En interne également, l'IA a commencé à « colorer » les opérations du groupe postal : « Nous avons eu la chance de travailler sur un grand nombre de projets stratégiques à l'échelle du groupe, à travers un projet visant par exemple à améliorer la reconnaissance des adresses postales, afin de faciliter le tri du courrier. Depuis, celui-ci a été implanté dans tous les centres de tri du groupe », confirme Kamel Mekhnacha à Probayes. Et selon lui, ce serait même le cas « d'environ un projet sur deux que nous menons dans ce domaine, ce qui est énorme. Il existe une vraie volonté de transformation ».

Et le groupe devrait en profiter pour améliorer encore certains points clés de son offre, en utilisant l'IA pour renforcer notamment la satisfaction-client entourant ses livraisons, une question qui demeure un point noir pour la plupart des transporteurs à l'heure du e-commerce :

« On pourrait concrètement améliorer la vie des gens en livrant des colis avec de meilleures plages horaires, mais aussi en proposant plus de services, en allant aussi chercher plus de colis à travers une organisation différente, ou encore en prédisant mieux les pics d'affluence au sein des bureaux de poste ». Selon Guillaume Leboucher, toutes ces promesses pourraient même se traduire en actes grâce à l'IA « dans les années qui viennent ».

Le défi de l'IA "éthique"

Le tout, en souhaitant capitaliser sur un axe qui s'affiche encore comme loin d'être simple et même souvent controversé, car encore très peu normé : celui de l'IA éthique. Car même si des travaux demeurent en cours à l'échelle européenne à ce sujet, les contours d'une telle notion reste floue.

Docaposte affirme travailler actuellement au développement d'une formation associant des professeurs en éthique, en vue de former ses propres développeurs en interne à évaluer les impacts de leurs choix et de leurs décisions lorsqu'ils bâtissent des algorithmes d'IA.

« Cela suppose de connaître à la fois l'intention de départ, c'est-à-dire ce que l'on veut faire avec un algorithme, mais aussi la capacité que l'on a à expliquer tous les processus à l'oeuvre au niveau des algorithmes », précise Guillaume Leboucher.

« Bien que le public n'ait pas toujours conscience qu'il a affaire avec de l'IA, c'est le cas lorsqu'ils sont sur Youtube, Twitter, et que des cookies leur suggèrent des contenus, c'est en réalité le début du machine learning et du traitement de données, et c'est aussi le début de l'éthique.»

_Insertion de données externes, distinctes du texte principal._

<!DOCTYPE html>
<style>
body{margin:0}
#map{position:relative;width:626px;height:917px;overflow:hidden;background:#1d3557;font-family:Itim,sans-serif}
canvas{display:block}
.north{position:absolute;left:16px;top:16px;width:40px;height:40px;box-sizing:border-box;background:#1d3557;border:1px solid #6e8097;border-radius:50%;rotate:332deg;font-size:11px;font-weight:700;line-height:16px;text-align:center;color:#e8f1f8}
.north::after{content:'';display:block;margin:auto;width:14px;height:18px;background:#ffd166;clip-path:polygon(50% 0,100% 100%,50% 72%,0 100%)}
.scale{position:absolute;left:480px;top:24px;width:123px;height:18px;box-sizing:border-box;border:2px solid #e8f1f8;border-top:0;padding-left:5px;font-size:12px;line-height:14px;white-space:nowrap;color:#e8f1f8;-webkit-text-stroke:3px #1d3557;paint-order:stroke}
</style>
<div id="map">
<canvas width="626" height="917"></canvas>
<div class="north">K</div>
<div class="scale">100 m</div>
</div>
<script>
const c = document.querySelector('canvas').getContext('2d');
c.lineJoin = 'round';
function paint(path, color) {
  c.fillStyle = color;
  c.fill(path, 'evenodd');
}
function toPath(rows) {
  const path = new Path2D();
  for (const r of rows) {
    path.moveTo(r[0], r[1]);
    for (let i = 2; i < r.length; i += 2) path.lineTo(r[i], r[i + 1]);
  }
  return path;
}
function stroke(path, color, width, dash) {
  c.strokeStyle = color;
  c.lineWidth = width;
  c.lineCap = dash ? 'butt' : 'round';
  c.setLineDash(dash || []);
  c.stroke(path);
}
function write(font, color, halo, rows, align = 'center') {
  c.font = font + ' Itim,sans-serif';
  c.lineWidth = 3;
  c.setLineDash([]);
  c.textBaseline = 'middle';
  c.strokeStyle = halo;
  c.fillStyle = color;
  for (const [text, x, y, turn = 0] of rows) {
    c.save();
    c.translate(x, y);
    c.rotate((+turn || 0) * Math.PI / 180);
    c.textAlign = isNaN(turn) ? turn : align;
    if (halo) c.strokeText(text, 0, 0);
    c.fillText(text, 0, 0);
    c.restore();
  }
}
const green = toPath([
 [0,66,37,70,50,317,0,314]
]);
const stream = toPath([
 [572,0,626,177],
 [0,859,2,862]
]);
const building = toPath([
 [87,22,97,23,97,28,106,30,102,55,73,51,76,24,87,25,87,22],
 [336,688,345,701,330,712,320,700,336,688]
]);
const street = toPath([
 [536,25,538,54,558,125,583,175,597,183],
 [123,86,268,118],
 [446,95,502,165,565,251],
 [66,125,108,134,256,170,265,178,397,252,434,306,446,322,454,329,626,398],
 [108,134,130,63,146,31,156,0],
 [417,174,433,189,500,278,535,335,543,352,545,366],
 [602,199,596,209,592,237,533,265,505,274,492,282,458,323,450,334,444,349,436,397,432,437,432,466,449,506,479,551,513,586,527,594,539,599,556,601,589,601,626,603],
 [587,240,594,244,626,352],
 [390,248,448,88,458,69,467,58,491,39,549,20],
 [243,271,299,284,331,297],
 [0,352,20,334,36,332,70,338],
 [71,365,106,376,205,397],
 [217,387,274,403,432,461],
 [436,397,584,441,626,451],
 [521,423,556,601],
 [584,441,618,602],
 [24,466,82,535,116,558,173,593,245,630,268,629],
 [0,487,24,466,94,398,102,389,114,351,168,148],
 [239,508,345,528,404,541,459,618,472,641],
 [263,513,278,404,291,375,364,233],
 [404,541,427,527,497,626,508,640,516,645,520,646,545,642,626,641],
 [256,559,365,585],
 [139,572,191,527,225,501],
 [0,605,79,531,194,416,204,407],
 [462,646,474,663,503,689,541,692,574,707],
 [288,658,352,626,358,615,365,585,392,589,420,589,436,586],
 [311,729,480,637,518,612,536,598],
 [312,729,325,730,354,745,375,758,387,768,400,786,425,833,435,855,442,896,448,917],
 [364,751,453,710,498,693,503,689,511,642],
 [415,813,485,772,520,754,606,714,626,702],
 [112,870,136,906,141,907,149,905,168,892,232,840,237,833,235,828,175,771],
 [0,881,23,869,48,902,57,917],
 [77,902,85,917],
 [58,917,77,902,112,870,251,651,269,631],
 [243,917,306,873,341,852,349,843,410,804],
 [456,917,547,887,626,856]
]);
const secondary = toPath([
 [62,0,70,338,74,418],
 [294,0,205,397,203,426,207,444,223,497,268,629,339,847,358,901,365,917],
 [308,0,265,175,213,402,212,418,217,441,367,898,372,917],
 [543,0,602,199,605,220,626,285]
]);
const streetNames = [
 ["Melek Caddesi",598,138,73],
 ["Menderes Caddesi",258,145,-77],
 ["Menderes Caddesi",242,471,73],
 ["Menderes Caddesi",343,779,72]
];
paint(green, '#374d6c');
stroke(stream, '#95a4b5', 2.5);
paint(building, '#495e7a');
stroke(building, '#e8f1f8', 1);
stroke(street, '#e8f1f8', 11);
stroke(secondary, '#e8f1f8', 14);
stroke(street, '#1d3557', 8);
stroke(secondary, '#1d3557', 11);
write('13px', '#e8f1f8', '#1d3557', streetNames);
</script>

Docaposte nourrit même l'ambition de pouvoir lancer, d'ici le mois de septembre, un comité d'éthique à l'échelle de son nouveau pôle datas et IA, qui pourrait aboutir à des réflexions concernant la création de process et de labels. Objectif : « agir, comme une sorte de norme ISO, pour nommer et définir des critères en matière d'IA éthique. Cela va dans le sens de l'histoire et c'est probablement ce que vont nous promettre les futurs textes réglementaires à ce sujet », estime Guillaume Leboucher.

Docaposte voit également la création de ce nouveau pôle comme une manière d'attirer de nouveaux talents, sur un terrain où la bataille fait déjà rage sur la scène du recrutement : « Nous envisageons de passer de 400 à 800 ressources d'ici 3 à 5 ans, il nous faudra donc recruter massivement. Et bien que l'implantation en Auvergne Rhône-Alpes soit déjà un élément d'attractivité, ce nouveau pôle d'expertise sera lui aussi un atout important pour le faire, puisqu'il nous permet d'offrir aux jeunes talents un équilibre entre des projets de R&D à mener et des projets plus industriels », appuie Kamel Mekhnacha à Probayes.